The four faculty inductees are more than any other organization in New England, and most ever for the MGH Institute in one year
It is the pinnacle of the nursing profession – to be named a Fellow in the American Academy of Nursing, the most prestigious nursing organization in the world. Not only does it speak volumes of one’s career and accomplishments, but also of one’s impact in healthcare.
Today, the Academy announced this year’s class of 253 inductees. This year, four MGH Institute of Health Professions faculty have climbed to the summit of nursing: Dr. Suellen Breakey, Dr. Rebecca Hill, Dr. Brenna Morse, and Dr. Margie Sipe – all will be inducted as Fellows of the American Academy of Nursing (AAN) at the Academy’s annual Health Policy Conference this October when it celebrates its 50th anniversary. No other school in New England had as many inductees as the IHP.

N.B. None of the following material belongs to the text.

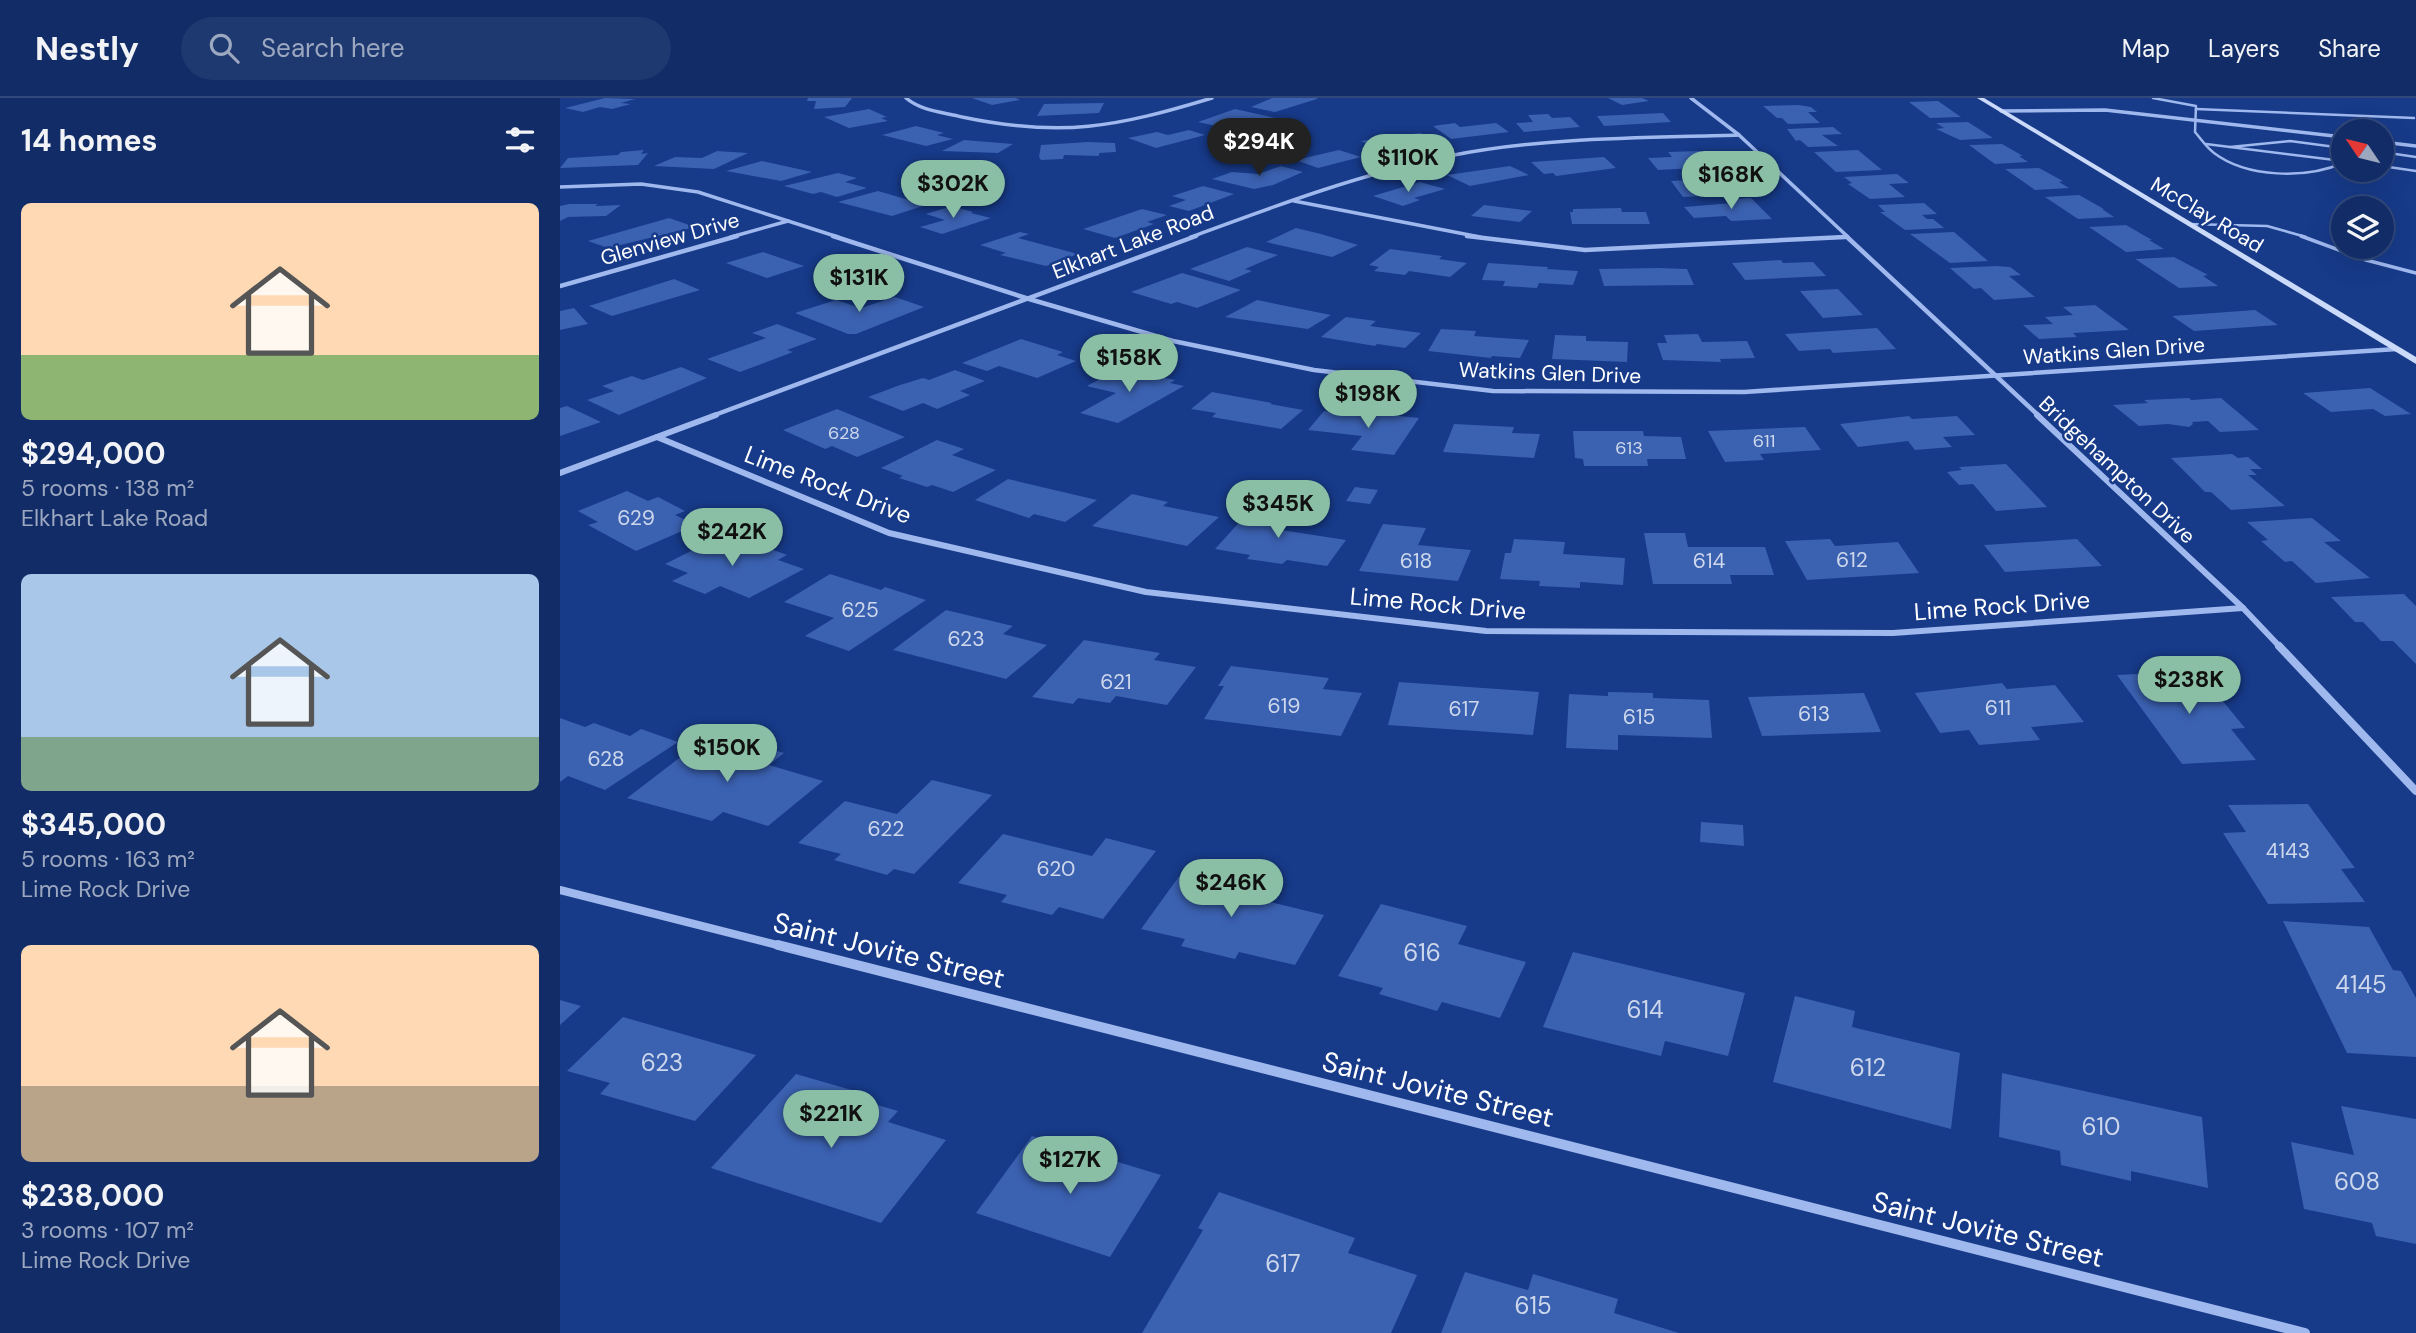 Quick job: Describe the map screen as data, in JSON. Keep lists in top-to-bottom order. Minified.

“It speaks to the caliber of faculty that we have,” said Dean of Nursing Dr. Kenneth R. White, who is also President of the American Academy of Nursing. “The fact that we have four this year underscores the contributions that our faculty are making.”
Breakey, Hill, Morse, and Sipe made the cut after a rigorous process that includes seven layers of evaluation before their submissions are even voted on. Their inclusion brings to 11 the number of IHP faculty members who are Fellows in the Academy.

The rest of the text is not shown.